WORK INSTRUCTIONS:
Leaving out the pictures, retype the lines from the beginning of the listing through the line containing "position:absolute; left:30px; top:680px;".

SOURCE RECORDS:
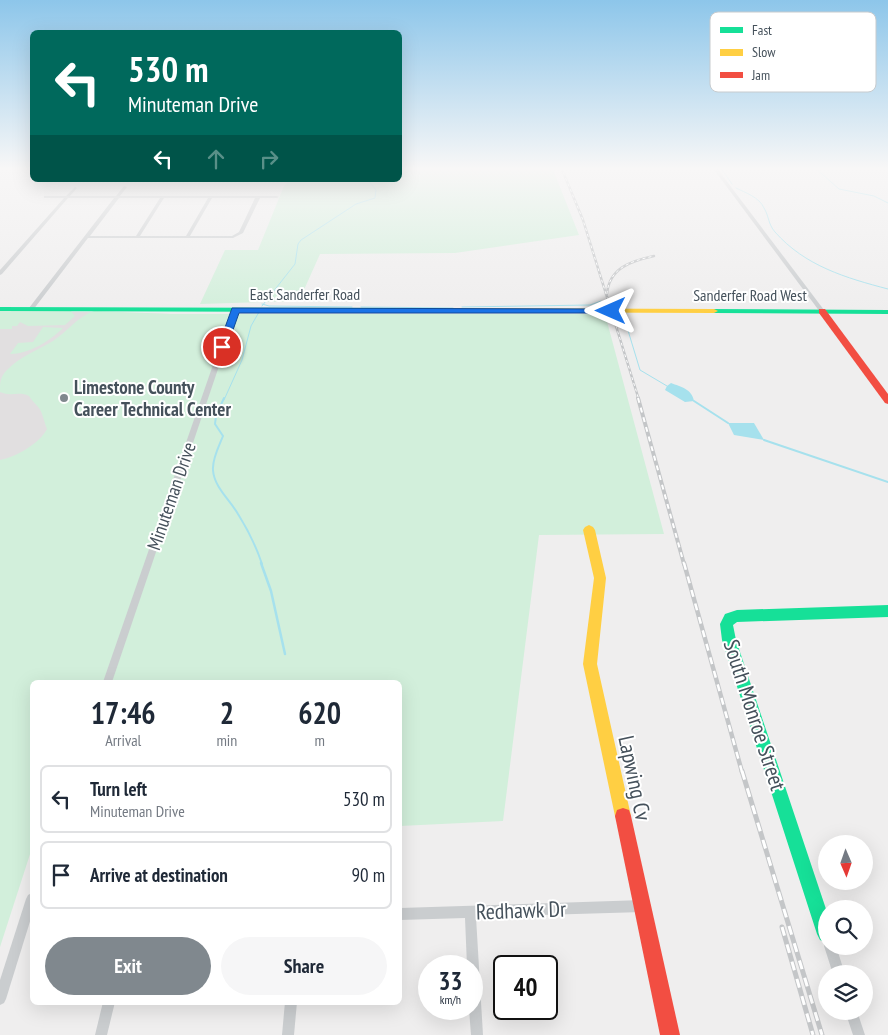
<!DOCTYPE html>
<html lang="en">
<head>
<meta charset="utf-8">
<style>
  body { margin:0; font-family:"PT Sans Narrow",sans-serif; background:#f6f6f7; color:#1f2937; height:100vh; display:flex; flex-direction:column; font-size:19px; white-space:nowrap }
  * { box-sizing:border-box; margin:0 }
  p { font-size:16px; color:#747a83 }
  .icon { flex:none; width:28px; height:28px; fill:none; stroke:currentColor; stroke-width:2; stroke-linecap:round; stroke-linejoin:round }
  .map { position:relative; flex:1; overflow:hidden }
  .drawer { position:absolute; left:30px; top:680px; width:372px; height:325px; display:flex; flex-direction:column; background:#fff; border-radius:8px; box-shadow:0 5px 20px #0002 }
  .drawer>* { flex:none }
  .top-card { position:absolute; left:30px; top:30px; width:372px; height:152px; border-radius:8px; box-shadow:0 5px 20px #0002; background:#00695c; color:#fff; overflow:hidden }
  .needle { width:32px; rotate:178deg }
  .fabs { position:absolute; left:818px; top:835px; display:grid; gap:10px }
  .fabs a { display:grid; place-items:center; width:55px; height:55px; border-radius:50%; background:#fff; box-shadow:0 5px 20px #0002; font-size:25px }
  .speed { position:absolute; left:418px; top:955px; display:flex; gap:10px; font-size:25px; font-weight:700; text-align:center }
  .speed>* { display:grid; place-content:center; width:65px; height:65px; border-radius:50%; background:#fff; box-shadow:0 5px 20px #0002; line-height:1 }
  .speed small { font-size:12px; font-weight:400 }
  .speed .limit { border:2px solid #111; border-radius:8px; background:#fff; color:#111 }
  .pin { position:absolute; display:grid; place-items:center; width:42px; height:42px; color:#fff; margin:-21px; border:2px solid #fff; border-radius:50%; box-shadow:0 1px 5px #0007 }
  .me { position:absolute; width:55px; margin:-28px; rotate:270deg; stroke-linejoin:round; filter:drop-shadow(0 0 4px #0008) }
  .turn { display:flex; align-items:center; gap:18px; height:105px; padding:0 15px; font-size:22px }
  .turn .icon { width:65px; height:65px; stroke-width:2.5 }
  .turn b { display:block; font-size:35px; line-height:42px }
  .lanes { display:flex; align-items:center; height:48px; padding:0 15px; background:#0003; justify-content:center; gap:25px; direction:ltr }
  .lanes .off { opacity:.35 }
  .eta { display:flex; justify-content:space-evenly; align-items:center; height:85px; text-align:center }
  .eta b { font-size:30px; font-weight:700; line-height:35px }
  .primary-button { display:flex; gap:10px; margin-top:auto; padding:10px 15px }
  .primary-button a { flex:1; height:58px; border-radius:30px; background:#80888e; color:#fff; font-size:20px; font-weight:700; line-height:58px; text-align:center }
  .primary-button a+a { background:#f6f6f7; color:#1f2937 }
  ul { padding:0; list-style:none }
  li { display:flex; align-items:center; gap:15px; height:68px; margin:0 10px 8px; padding:0 5px; border:2px solid #e0e1e3; border-radius:8px }
  li div { flex:1 }
  li b { display:block; font-size:19px }
  li em { font-style:normal }
  .map>svg:first-child { display:block }
  .education { fill:#e1dfe0 }
  .green { fill:#d2efdb }
  .water { fill:#a6e1ed }
  .lines { fill:none; stroke-linecap:round; stroke-linejoin:round }
  .stream-far2 { stroke:#a6e1ed; stroke-width:1 }
  .stream-far1 { stroke:#a6e1ed; stroke-width:2 }
  .stream { stroke:#a6e1ed; stroke-width:2.5 }
  .street { fill:#cacdcf; fill-rule:evenodd }
  .fast { fill:#16e098; fill-rule:evenodd }
  .slow { fill:#ffcf43; fill-rule:evenodd }
  .jam { fill:#f24e42; fill-rule:evenodd }
  .rail-far3-casing { stroke:#c4c6c8; stroke-width:2.5 }
  .rail-far2-casing { stroke:#c4c6c8; stroke-width:4 }
  .rail-far1-casing { stroke:#c4c6c8; stroke-width:4.5 }
  .rail-casing { stroke:#c4c6c8; stroke-width:5 }
  .rail-far3 { stroke:#fff; stroke-width:1; stroke-dasharray:3; stroke-linecap:butt }
  .rail-far2 { stroke:#fff; stroke-width:2; stroke-dasharray:5; stroke-linecap:butt }
  .rail-far1 { stroke:#fff; stroke-width:2.5; stroke-dasharray:7; stroke-linecap:butt }
  .rail { stroke:#fff; stroke-width:3; stroke-dasharray:9; stroke-linecap:butt }
  .route { fill:#1a73e8; stroke:#114b97 }
  .poi-dot { fill:#80888e; stroke:#fff; stroke-width:2 }
  .labels { text-anchor:middle; stroke-width:4; stroke-linejoin:round; paint-order:stroke }
  .far-street-label { font-size:16px; fill:#45515b; stroke:#fff }
  .poi-label { font-size:19px; font-weight:bold; fill:#45515b; stroke:#fff; text-anchor:start }
  .street-label { font-size:19px; fill:#45515b; stroke:#fff }
  .near-street-label { font-size:22px; fill:#45515b; stroke:#fff }
  .key { fill:#fff; stroke:#c7cbce; stroke-width:1 }
  .key-label { font-size:14px; fill:#45515b }
</style>
</head>
<body>
<div class="map">
<svg width="888" height="1035" viewBox="0 0 888 1035">
  <rect width="100%" height="100%" fill="#efeeee"/>
  <!-- education -->
  <polygon class="education" points="0,310 171,314 0,484"/>
  <!-- green -->
  <g class="green">
    <polygon points="400,167 552,167 579,235 455,253 320,254 299,301 200,304 225,250 258,250 284,186 289,180 400,180"/>
    <polygon points="0,310 71,311 75,316 65,325 28,326 20,322 17,326 12,326 12,329 0,329"/>
    <path d="M 94,311 L 171,314 L 605,314 L 664,534 L 539,535 L 503,821 L 400,826 L 400,682 L 32,682 L 32,848 L 0,947 L 0,460 C 16,457 39,444 47,429 C 44,422 43,414 39,408 C 35,403 32,401 29,396 C 19,391 11,397 0,392 C 0,382 0,377 7,370 C 19,357 38,350 53,341 C 68,331 77,317 94,311 Z"/>
    <path d="M 43,327 L 63,328 C 50,341 29,354 10,354 L 18,343 L 33,342 Z"/>
  </g>
  <!-- water -->
  <g class="water">
    <path d="M 671,383 C 681,387 692,389 694,401 L 685,402 L 665,390 L 667,386 Z"/>
    <polygon points="728,423 754,423 764,440 734,435"/>
  </g>
  <g class="lines">
    <!-- stream-far2 -->
    <g class="stream-far2">
      <polyline points="720,167 732,184"/>
      <polyline points="814,167 839,189 874,196 888,203"/>
      <path d="M 736,188 C 746,193 759,197 764,208 C 769,216 768,224 775,232 C 805,266 846,278 888,289"/>
      <polyline points="613,301 620,304 621,307"/>
      <polyline points="262,304 269,306 352,307"/>
      <polyline points="262,306 295,264 298,244 301,240 356,204 375,198 376,190 368,180"/>
      <polyline points="361,307 453,308"/>
      <polyline points="462,307 590,305 601,301"/>
      <polyline points="623,314 640,370 667,386"/>
      <polyline points="224,400 242,360 251,326 259,312"/>
    </g>
    <!-- stream-far1 -->
    <g class="stream-far1">
      <path d="M 224,398 L 216,416 L 215,424 L 223,436 C 219,446 212,459 213,470 C 214,487 230,500 238,514 C 248,530 256,546 262,564"/>
      <polyline points="694,401 728,423"/>
      <polyline points="764,440 888,482"/>
    </g>
    <!-- stream -->
    <polyline class="stream" points="261,563 271,591 285,654"/>
    <!-- street -->
    <g class="street">
      <polygon points="712,167 716,167 824,310 824,312 820,312"/>
      <path d="M 124,186 L 127,187 L 120,196 L 277,196 L 279,197 L 277,198 L 260,198 L 243,233 L 233,238 L 88,238 L 33,310 L 29,310 L 29,308 L 114,198 L 68,198 L 2,274 L 0,275 L 0,270 L 64,198 L 44,198 L 44,196 L 66,196 L 75,187 L 77,188 L 70,196 L 116,196 ZM 119,198 L 160,198 L 136,236 L 90,236 ZM 164,198 L 208,198 L 186,236 L 140,236 ZM 212,198 L 255,198 L 239,232 L 232,236 L 190,236 Z"/>
      <polygon points="235,308 238,310 112,682 103,682 232,310"/>
      <polygon points="32,893 32,915 6,999 4,1003 0,1005 0,980 26,899 28,895"/>
      <polygon points="643,900 647,902 649,906 647,910 643,912 476,917 483,1035 471,1035 469,1009 471,1009 471,966 467,966 465,918 400,920 400,908"/>
      <polygon points="826,942 826,946 836,946 845,974 833,974 824,946"/>
      <polygon points="103,1002 115,1002 107,1035 95,1035"/>
      <polygon points="285,1002 297,1002 294,1035 282,1035"/>
      <polygon points="845,1011 857,1011 865,1035 853,1035"/>
    </g>
    <!-- fast -->
    <g class="fast">
      <polygon points="0,307 398,308 402,310 398,312 0,311"/>
      <polygon points="711,309 888,310 888,314 714,313 711,313"/>
      <polygon points="888,605 888,617 737,622 733,625 736,640 826,909 826,943 820,940 817,934 722,640 720,624 725,614 737,610"/>
    </g>
    <!-- slow -->
    <g class="slow">
      <polygon points="395,308 714,309 718,311 714,313 398,312 395,312"/>
      <polygon points="589,525 593,527 595,530 606,578 597,664 631,816 629,822 623,824 617,822 615,816 583,664 594,578 583,530 585,527"/>
    </g>
    <!-- jam -->
    <g class="jam">
      <polygon points="819,309 825,309 888,394 888,404 885,403 819,313"/>
      <polygon points="623,808 629,810 631,816 680,1035 660,1035 615,816 617,810"/>
    </g>
    <defs>
      <g id="rail-far3">
        <polyline points="561,167 583,220 639,400"/>
        <path d="M 607,294 C 609,268 631,261 654,256"/>
      </g>
      <polyline id="rail-far2" points="638,398 684,564"/>
      <polyline id="rail-far1" points="684,563 742,772"/>
      <g id="rail">
        <polyline points="742,771 822,1035"/>
        <polyline points="782,927 813,1035"/>
      </g>
    </defs>
    <!-- rail-far3 casing -->
    <use href="#rail-far3" class="rail-far3-casing"/>
    <!-- rail-far2 casing -->
    <use href="#rail-far2" class="rail-far2-casing"/>
    <!-- rail-far1 casing -->
    <use href="#rail-far1" class="rail-far1-casing"/>
    <!-- rail casing -->
    <use href="#rail" class="rail-casing"/>
    <!-- rail-far3 -->
    <use href="#rail-far3" class="rail-far3"/>
    <!-- rail-far2 -->
    <use href="#rail-far2" class="rail-far2"/>
    <!-- rail-far1 -->
    <use href="#rail-far1" class="rail-far1"/>
    <!-- rail -->
    <use href="#rail" class="rail"/>
  </g>
  <!-- sky -->
  <linearGradient id="sky" x2="0" y2="1"><stop stop-color="#8dc6ea"/><stop offset="0.54" stop-color="#f8f7f7"/><stop offset="1" stop-color="#f8f7f7" stop-opacity="0"/></linearGradient>
  <rect width="888" height="312" fill="url(#sky)"/>
  <!-- route -->
  <polygon class="route" points="232,308 611,309 615,311 611,313 239,313 227,347 219,349 218,347"/>
  <!-- markers -->
  <circle class="poi-dot" cx="64" cy="398" r="5"/>
  <g class="labels">
    <!-- far-street labels -->
    <g class="far-street-label">
      <text x="305" y="300">East Sanderfer Road</text>
      <text x="750" y="301">Sanderfer Road West</text>
    </g>
    <!-- poi labels -->
    <g class="poi-label">
      <text x="74" y="394">Limestone County<tspan x="74" dy="22">Career Technical Center</tspan></text>
    </g>
    <!-- street labels -->
    <g class="street-label">
      <text transform="translate(171 496) rotate(-71)" y="7">Minuteman Drive</text>
    </g>
    <!-- near-street labels -->
    <g class="near-street-label">
      <text transform="translate(755 715) rotate(72)" y="8">South Monroe Street</text>
      <text transform="translate(635 778) rotate(78)" y="8">Lapwing Cv</text>
      <text transform="translate(521 910) rotate(-2)" y="8">Redhawk Dr</text>
    </g>
  </g>
  <!-- legend -->
  <rect x="710" y="12" width="166" height="80" rx="8" class="key"/>
  <rect x="720" y="27" width="23" height="6" fill="#16e098"/>
  <rect x="720" y="49" width="23" height="7" fill="#ffcf43"/>
  <rect x="720" y="72" width="23" height="6" fill="#f24e42"/>
  <g class="key-label">
    <text x="752" y="35">Fast</text>
    <text x="752" y="57">Slow</text>
    <text x="752" y="80">Jam</text>
  </g>
</svg>
<div class="fabs">
<a><svg class="needle" viewBox="-14 -14 28 28"><path d="M0-13l5 13h-10z" fill="#e53935"/><path d="M0 13l5-13h-10z" fill="#747a83"/></svg></a>
<a><svg class="icon" aria-label="search" viewBox="0 0 24 24"><circle cx="10" cy="10" r="6"/><path d="M15 15l6 6"/></svg></a>
<a><svg class="icon" aria-label="layers" viewBox="0 0 24 24"><path d="M12 4l9 5-9 5-9-5zM3 14l9 5 9-5"/></svg></a>
</div>
<div class="speed"><div>33<small>km/h</small></div><div class="limit">40</div></div>
<div class="pin" style="left:222px;top:347px;background:#d93025"><svg class="icon" aria-label="arrive" viewBox="0 0 24 24"><path d="M6 21V4h12l-3 4 3 4H6"/></svg></div>
<svg class="me" style="left:611px;top:311px" viewBox="-20 -20 40 40"><path d="M0-17L14 15 0 8-14 15z" fill="#1a73e8" stroke="#fff" stroke-width="4"/></svg>
<div class="top-card">
<div class="turn"><svg class="icon" aria-label="left" viewBox="0 0 24 24"><path d="M17 20v-9H6M10 6l-5 5 5 5"/></svg><div><b>530 m</b>Minuteman Drive</div></div>
<div class="lanes"><svg class="icon" aria-label="left" viewBox="0 0 24 24"><path d="M17 20v-9H6M10 6l-5 5 5 5"/></svg><svg class="icon off" aria-label="ahead" viewBox="0 0 24 24"><path d="M12 20V5M6 11l6-6 6 6"/></svg><svg class="icon off" aria-label="right" viewBox="0 0 24 24"><path d="M7 20v-9h11M14 6l5 5-5 5"/></svg></div>
</div>
<section class="drawer">
<div class="eta">
<div><b>17:46</b><p>Arrival</p></div>
<div><b>2</b><p>min</p></div>
<div><b>620</b><p>m</p></div>
</div>
<ul>
<li><svg class="icon" aria-label="left" viewBox="0 0 24 24"><path d="M17 20v-9H6M10 6l-5 5 5 5"/></svg><div><b>Turn left</b><p>Minuteman Drive</p></div><em>530 m</em></li>
<li><svg class="icon" aria-label="arrive" viewBox="0 0 24 24"><path d="M6 21V4h12l-3 4 3 4H6"/></svg><div><b>Arrive at destination</b></div><em>90 m</em></li>
</ul>
<div class="primary-button"><a>Exit</a><a>Share</a></div>
</section>
</div>
</body>
</html>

ANSWER AREA:
<!DOCTYPE html>
<html lang="en">
<head>
<meta charset="utf-8">
<style>
  body { margin:0; font-family:"PT Sans Narrow",sans-serif; background:#f6f6f7; color:#1f2937; height:100vh; display:flex; flex-direction:column; font-size:19px; white-space:nowrap }
  * { box-sizing:border-box; margin:0 }
  p { font-size:16px; color:#747a83 }
  .icon { flex:none; width:28px; height:28px; fill:none; stroke:currentColor; stroke-width:2; stroke-linecap:round; stroke-linejoin:round }
  .map { position:relative; flex:1; overflow:hidden }
  .drawer { position:absolute; left:30px; top:680px; width:372px; height:325px; display:flex; flex-direction:column; background:#fff; border-radius:8px; box-shadow:0 5px 20px #0002 }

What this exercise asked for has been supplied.